Insider threats, dashboard light, drone traffic control and more
News and notes from around the federal IT community.
GAO: DOD lagging on insider threats
The Defense Department has not taken sufficient steps to combat "insider threats," or potential leakers of sensitive information, according to the Government Accountability Office.
Only three of six DOD components examined by GAO had developed a baseline of normal computer user activity, which the watchdog's report said is "a key element that could mitigate insider threats."
While DOD officials believe that the department's assessments of insider-threat programs, as well as those of the National Insider Threat Task Force, are statutorily compliant, that is not the case, according to GAO. "DOD has not evaluated and documented the extent to which the current assessments describe existing insider-threat program capabilities, as is required by the law," the report said.
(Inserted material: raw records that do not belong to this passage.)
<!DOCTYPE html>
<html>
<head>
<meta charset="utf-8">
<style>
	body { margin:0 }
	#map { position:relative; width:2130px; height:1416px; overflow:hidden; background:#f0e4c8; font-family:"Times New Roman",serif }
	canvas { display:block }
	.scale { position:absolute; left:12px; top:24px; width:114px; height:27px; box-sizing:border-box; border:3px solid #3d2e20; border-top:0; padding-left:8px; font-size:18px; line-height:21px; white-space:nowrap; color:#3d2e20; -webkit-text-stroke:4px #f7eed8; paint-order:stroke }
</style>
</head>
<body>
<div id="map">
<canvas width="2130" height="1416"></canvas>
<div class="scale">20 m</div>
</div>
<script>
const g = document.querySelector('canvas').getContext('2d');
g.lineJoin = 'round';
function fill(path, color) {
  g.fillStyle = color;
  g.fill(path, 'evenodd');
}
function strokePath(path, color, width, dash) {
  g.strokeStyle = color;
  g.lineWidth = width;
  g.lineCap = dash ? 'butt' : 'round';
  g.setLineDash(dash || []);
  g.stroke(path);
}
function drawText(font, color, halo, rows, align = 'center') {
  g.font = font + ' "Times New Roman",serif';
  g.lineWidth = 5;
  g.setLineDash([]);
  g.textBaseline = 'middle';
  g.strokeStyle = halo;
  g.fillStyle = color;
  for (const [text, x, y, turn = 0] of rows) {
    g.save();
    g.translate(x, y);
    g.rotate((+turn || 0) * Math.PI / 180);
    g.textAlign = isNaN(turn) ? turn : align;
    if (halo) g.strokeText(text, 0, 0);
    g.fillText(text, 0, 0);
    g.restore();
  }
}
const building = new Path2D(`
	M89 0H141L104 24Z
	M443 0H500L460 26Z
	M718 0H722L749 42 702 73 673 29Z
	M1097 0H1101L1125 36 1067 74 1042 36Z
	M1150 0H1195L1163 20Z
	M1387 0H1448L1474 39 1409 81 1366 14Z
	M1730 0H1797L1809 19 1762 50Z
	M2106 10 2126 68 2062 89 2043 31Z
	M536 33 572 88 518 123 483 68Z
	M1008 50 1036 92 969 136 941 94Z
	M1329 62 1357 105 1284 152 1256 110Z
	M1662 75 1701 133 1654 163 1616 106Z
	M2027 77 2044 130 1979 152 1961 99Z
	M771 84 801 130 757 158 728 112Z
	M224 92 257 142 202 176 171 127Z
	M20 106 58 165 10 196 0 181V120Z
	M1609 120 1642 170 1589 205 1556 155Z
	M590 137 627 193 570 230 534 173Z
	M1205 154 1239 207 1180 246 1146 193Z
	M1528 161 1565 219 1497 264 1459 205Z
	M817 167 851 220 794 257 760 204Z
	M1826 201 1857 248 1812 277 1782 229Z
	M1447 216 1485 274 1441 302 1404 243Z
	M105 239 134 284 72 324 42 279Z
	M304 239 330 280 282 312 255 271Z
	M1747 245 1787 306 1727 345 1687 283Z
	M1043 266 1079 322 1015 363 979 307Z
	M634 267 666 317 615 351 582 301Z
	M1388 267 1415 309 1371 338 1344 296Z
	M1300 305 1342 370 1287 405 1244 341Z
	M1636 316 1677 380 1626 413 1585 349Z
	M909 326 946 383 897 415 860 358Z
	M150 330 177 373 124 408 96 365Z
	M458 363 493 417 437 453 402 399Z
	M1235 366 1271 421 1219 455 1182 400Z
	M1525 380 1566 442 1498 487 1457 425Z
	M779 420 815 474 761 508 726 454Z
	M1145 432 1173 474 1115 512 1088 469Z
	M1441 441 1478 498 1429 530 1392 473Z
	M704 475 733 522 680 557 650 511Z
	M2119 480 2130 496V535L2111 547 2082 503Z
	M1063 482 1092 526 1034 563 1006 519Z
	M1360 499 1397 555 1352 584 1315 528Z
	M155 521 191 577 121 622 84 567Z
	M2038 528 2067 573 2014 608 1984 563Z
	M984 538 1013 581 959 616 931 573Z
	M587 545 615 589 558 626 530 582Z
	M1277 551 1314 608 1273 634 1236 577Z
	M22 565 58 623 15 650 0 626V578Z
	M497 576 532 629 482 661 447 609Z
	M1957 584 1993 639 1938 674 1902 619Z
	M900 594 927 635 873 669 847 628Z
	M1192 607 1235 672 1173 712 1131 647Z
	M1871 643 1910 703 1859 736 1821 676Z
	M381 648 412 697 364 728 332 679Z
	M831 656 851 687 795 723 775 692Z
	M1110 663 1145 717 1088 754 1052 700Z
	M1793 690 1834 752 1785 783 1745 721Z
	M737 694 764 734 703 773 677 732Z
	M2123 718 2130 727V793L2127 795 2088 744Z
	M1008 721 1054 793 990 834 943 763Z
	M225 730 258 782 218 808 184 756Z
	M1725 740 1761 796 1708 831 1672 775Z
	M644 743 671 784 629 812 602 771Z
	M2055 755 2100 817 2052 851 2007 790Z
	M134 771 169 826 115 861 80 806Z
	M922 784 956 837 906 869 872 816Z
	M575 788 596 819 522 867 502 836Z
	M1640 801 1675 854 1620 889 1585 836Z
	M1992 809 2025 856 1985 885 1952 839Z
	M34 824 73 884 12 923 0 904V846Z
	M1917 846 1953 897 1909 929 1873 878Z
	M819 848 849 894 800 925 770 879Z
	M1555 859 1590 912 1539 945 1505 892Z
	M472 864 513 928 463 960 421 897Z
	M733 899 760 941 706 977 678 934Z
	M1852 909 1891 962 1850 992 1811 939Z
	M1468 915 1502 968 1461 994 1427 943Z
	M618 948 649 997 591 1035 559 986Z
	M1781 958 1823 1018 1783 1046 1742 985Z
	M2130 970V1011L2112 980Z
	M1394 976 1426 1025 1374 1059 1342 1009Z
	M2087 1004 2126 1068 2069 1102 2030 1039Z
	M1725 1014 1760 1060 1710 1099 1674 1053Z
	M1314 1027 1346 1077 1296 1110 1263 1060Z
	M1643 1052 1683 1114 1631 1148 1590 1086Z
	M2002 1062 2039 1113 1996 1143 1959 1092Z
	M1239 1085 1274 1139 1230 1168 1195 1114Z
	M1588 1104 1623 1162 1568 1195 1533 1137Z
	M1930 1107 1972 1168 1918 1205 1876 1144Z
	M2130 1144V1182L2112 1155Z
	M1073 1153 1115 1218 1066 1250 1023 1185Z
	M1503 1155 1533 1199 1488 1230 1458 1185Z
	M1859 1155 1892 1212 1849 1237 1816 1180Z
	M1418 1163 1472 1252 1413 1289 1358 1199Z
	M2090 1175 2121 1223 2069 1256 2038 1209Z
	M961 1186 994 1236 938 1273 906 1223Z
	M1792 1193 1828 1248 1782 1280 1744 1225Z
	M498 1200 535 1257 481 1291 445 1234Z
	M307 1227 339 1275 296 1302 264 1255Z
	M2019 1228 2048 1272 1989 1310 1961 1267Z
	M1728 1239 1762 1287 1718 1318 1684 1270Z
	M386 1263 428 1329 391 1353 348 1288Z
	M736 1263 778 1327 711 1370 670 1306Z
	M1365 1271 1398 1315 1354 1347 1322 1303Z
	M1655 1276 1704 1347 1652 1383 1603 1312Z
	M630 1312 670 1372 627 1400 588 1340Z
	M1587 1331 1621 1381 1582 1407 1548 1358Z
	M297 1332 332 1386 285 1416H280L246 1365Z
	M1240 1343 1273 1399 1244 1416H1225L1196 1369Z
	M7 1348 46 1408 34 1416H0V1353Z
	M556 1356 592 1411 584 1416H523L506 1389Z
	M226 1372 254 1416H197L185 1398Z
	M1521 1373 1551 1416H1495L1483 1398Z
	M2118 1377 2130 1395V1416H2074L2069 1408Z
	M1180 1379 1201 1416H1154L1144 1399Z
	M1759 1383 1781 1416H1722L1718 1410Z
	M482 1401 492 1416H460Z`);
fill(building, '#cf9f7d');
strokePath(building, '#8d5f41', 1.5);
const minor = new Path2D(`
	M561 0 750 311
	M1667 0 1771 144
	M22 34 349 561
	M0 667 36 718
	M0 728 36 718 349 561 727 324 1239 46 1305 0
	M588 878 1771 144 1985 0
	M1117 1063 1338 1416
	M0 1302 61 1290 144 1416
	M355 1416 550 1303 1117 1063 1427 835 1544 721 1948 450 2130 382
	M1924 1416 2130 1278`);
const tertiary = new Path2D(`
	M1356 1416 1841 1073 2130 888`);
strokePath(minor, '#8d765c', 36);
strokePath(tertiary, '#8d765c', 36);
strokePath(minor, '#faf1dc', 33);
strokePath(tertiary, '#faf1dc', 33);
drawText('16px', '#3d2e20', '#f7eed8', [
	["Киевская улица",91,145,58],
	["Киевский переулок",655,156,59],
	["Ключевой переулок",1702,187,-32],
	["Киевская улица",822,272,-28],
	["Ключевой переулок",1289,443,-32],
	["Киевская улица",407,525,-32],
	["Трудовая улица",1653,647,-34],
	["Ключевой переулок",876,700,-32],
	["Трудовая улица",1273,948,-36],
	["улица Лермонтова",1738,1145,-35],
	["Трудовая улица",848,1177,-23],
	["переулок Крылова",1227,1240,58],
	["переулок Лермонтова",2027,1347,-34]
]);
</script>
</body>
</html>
GAO's recommendations included that the department put out guidance for expanding insider-threat programs and identify an office to oversee the programs.
The report is the unclassified version of a classified report GAO issued in April.
Federal domains, tracked
The General Services Administration's 18F team is trumpeting a new dashboard called Pulse, aimed at monitoring the health of government websites.
Pulse answers two key questions about federal domains: Are they plugged in to the GSA's Digital Analytics Program, which underpins analytics.usa.gov, and have they deployed HTTPS protocol for secure communication?
As of June 3, less than half of federal domains were participating in the analytics program and a mere 31 percent had deployed HTTPS.
The dashboard is fairly limited at the moment. It tracks only parent domains, not subdomains, and updates have not been automated (GSA staffers plan to update the static site every quarter or so).
But 18F says it plans to continue working on updates to improve the site, and for now it offers an important look at the state of federal domains.
Cell towers, but for air traffic control
NASA is investigating the use of cell towers as UAS (drone) traffic management tools, and Verizon is on board, the Guardian reported.
In a $500,000 project being conducted at NASA's Ames Research Center, the agency is slated to test a UAS air traffic control system this summer, while Verizon is planning to produce a concept for drone surveillance and tracking using cell towers by 2017, with the technology hopefully finalized by 2019, according to an agreement between the public and private organizations. The use of cell towers is meant to alleviate the potential strain of UAS on a taxed national air traffic control system, the Guardian noted.
Code for America launches police open data census
Code for America has launched the Police Open Data Census, a collection of the police interaction datasets available online, GCN reports.
The survey includes use of force incidents, officer-involved shootings and complaints against police as well as response times and citations. It also indicates whether the data is online, machine readable, up to date and available in bulk, and notes whether context is provided and whether incident-level data is available as opposed to aggregated numbers.